Write out the lines starting at the one that holds "<h2>2 мин<small>Пешком · 130 m</small></h2>" and ending with the final line of the data, exactly and with no others.

--- START ---

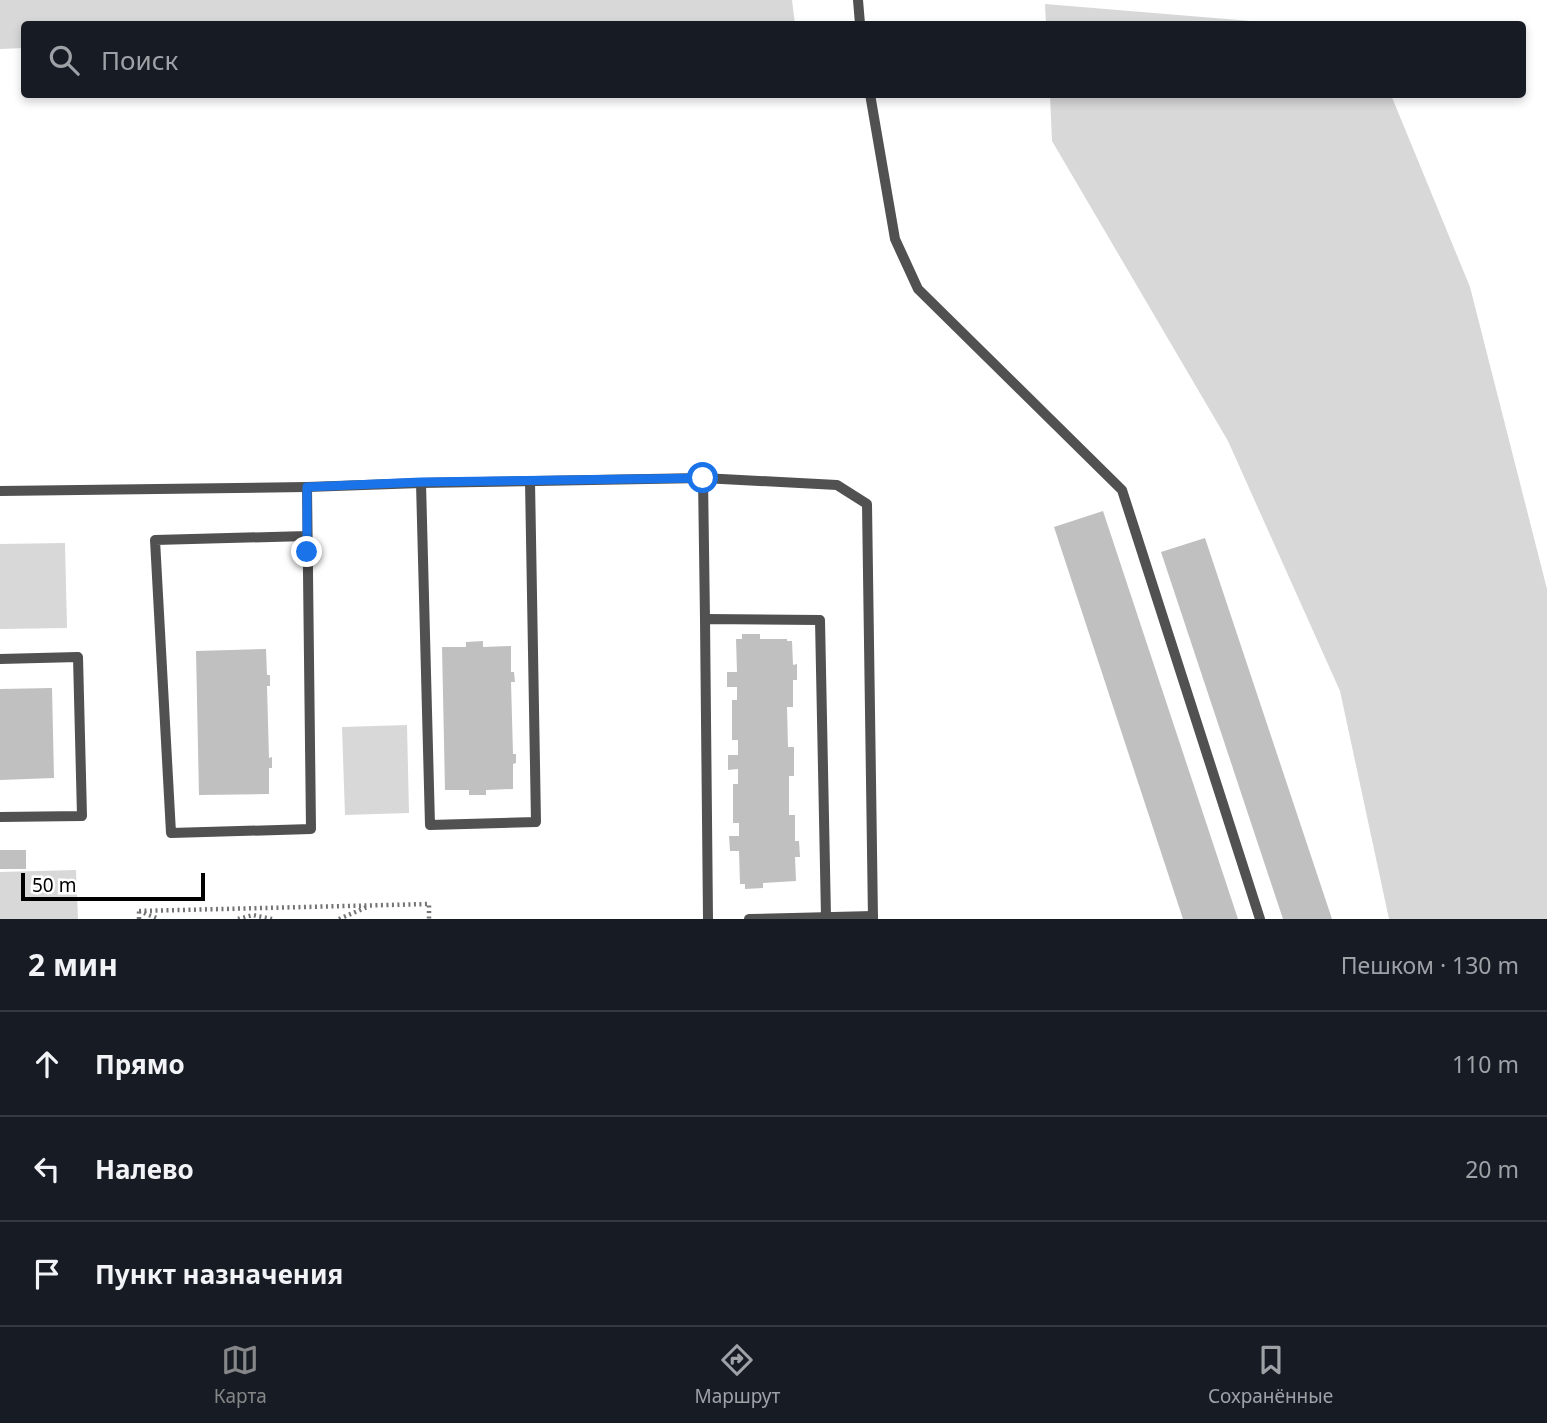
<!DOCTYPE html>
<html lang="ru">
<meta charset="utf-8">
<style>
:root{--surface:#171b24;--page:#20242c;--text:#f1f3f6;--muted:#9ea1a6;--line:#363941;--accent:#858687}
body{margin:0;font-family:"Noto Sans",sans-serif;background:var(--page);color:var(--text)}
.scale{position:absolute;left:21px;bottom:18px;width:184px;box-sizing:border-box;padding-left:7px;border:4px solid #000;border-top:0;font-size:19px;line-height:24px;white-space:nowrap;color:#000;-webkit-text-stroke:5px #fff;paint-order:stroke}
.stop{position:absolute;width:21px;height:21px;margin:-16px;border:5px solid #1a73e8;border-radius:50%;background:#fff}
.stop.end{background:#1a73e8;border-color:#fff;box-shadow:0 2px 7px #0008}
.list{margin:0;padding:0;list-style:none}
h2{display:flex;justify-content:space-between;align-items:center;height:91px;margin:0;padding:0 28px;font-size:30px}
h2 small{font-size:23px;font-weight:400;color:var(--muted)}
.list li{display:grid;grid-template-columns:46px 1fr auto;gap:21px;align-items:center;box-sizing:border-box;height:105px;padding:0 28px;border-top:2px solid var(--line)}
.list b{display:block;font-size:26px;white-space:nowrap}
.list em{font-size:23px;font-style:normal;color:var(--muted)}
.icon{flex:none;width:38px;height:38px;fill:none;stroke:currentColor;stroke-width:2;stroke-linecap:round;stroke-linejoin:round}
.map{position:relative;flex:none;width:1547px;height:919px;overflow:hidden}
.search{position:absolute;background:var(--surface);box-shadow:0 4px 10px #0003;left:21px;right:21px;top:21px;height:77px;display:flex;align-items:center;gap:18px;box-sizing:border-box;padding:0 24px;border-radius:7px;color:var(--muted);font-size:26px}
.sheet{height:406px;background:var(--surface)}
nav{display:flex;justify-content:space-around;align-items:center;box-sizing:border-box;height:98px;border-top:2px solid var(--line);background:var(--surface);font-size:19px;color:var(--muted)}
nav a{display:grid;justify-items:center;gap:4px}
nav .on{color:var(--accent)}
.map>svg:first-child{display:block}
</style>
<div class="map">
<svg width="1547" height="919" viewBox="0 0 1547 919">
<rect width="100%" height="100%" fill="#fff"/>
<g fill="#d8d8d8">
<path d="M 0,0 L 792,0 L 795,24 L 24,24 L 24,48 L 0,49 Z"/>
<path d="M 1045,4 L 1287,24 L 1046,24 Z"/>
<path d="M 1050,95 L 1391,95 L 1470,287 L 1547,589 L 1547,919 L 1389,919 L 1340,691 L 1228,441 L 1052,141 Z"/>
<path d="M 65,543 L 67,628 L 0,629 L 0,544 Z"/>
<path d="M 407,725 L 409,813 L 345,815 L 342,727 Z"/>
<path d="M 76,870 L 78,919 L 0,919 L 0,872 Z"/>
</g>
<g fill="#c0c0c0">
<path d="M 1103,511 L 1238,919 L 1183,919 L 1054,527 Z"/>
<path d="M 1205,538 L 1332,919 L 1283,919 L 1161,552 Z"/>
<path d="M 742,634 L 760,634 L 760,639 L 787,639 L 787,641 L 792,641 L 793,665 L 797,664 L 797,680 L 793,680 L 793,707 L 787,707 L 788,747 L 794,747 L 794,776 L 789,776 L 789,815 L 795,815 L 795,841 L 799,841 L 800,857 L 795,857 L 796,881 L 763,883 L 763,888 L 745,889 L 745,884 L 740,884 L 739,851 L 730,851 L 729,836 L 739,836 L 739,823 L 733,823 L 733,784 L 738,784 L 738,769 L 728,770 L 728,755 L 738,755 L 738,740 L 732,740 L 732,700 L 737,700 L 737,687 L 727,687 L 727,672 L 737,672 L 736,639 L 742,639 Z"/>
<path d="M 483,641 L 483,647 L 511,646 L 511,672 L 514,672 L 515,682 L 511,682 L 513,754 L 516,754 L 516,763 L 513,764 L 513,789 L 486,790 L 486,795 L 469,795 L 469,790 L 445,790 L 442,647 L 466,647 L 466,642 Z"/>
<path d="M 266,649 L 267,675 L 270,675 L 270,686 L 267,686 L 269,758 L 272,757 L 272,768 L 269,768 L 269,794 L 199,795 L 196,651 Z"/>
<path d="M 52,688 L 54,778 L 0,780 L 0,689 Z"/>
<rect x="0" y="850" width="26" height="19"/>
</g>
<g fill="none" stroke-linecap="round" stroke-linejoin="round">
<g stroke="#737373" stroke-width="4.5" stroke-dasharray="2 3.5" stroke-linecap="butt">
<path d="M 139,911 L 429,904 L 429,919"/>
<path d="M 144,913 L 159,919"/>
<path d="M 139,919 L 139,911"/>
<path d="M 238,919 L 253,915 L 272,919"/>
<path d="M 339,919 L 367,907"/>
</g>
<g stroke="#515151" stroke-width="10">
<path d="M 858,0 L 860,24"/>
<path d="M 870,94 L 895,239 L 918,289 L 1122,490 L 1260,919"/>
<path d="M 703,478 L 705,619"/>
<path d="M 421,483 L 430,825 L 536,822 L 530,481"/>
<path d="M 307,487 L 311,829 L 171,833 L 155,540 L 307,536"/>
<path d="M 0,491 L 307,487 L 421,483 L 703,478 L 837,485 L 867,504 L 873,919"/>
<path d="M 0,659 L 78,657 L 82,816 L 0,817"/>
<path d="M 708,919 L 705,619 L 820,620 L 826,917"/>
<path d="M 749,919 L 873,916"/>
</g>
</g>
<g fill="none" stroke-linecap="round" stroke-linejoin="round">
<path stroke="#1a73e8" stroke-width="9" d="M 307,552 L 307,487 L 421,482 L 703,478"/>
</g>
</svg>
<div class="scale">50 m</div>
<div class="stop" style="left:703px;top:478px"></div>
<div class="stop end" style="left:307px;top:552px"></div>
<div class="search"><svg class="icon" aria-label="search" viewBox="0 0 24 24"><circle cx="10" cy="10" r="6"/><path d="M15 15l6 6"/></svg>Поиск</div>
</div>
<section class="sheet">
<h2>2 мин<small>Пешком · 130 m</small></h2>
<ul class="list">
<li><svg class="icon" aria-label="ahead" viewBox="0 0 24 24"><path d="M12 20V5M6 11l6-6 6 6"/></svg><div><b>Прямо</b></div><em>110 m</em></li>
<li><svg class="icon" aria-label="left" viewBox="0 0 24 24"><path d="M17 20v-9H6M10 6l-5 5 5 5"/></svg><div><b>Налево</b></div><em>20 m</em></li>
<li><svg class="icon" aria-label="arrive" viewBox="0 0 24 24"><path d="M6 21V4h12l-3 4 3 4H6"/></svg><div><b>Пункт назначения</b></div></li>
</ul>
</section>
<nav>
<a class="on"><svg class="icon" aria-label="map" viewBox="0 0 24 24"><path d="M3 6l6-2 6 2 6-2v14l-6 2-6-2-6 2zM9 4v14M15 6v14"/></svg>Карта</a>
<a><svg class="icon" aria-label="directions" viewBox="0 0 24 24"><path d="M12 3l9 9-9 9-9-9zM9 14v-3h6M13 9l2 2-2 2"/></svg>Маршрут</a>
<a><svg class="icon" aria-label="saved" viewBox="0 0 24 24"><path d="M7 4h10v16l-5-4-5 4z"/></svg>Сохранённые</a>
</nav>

--- END ---

> _Exercise result_
<h2>2 мин<small>Пешком · 130 m</small></h2>
<ul class="list">
<li><svg class="icon" aria-label="ahead" viewBox="0 0 24 24"><path d="M12 20V5M6 11l6-6 6 6"/></svg><div><b>Прямо</b></div><em>110 m</em></li>
<li><svg class="icon" aria-label="left" viewBox="0 0 24 24"><path d="M17 20v-9H6M10 6l-5 5 5 5"/></svg><div><b>Налево</b></div><em>20 m</em></li>
<li><svg class="icon" aria-label="arrive" viewBox="0 0 24 24"><path d="M6 21V4h12l-3 4 3 4H6"/></svg><div><b>Пункт назначения</b></div></li>
</ul>
</section>
<nav>
<a class="on"><svg class="icon" aria-label="map" viewBox="0 0 24 24"><path d="M3 6l6-2 6 2 6-2v14l-6 2-6-2-6 2zM9 4v14M15 6v14"/></svg>Карта</a>
<a><svg class="icon" aria-label="directions" viewBox="0 0 24 24"><path d="M12 3l9 9-9 9-9-9zM9 14v-3h6M13 9l2 2-2 2"/></svg>Маршрут</a>
<a><svg class="icon" aria-label="saved" viewBox="0 0 24 24"><path d="M7 4h10v16l-5-4-5 4z"/></svg>Сохранённые</a>
</nav>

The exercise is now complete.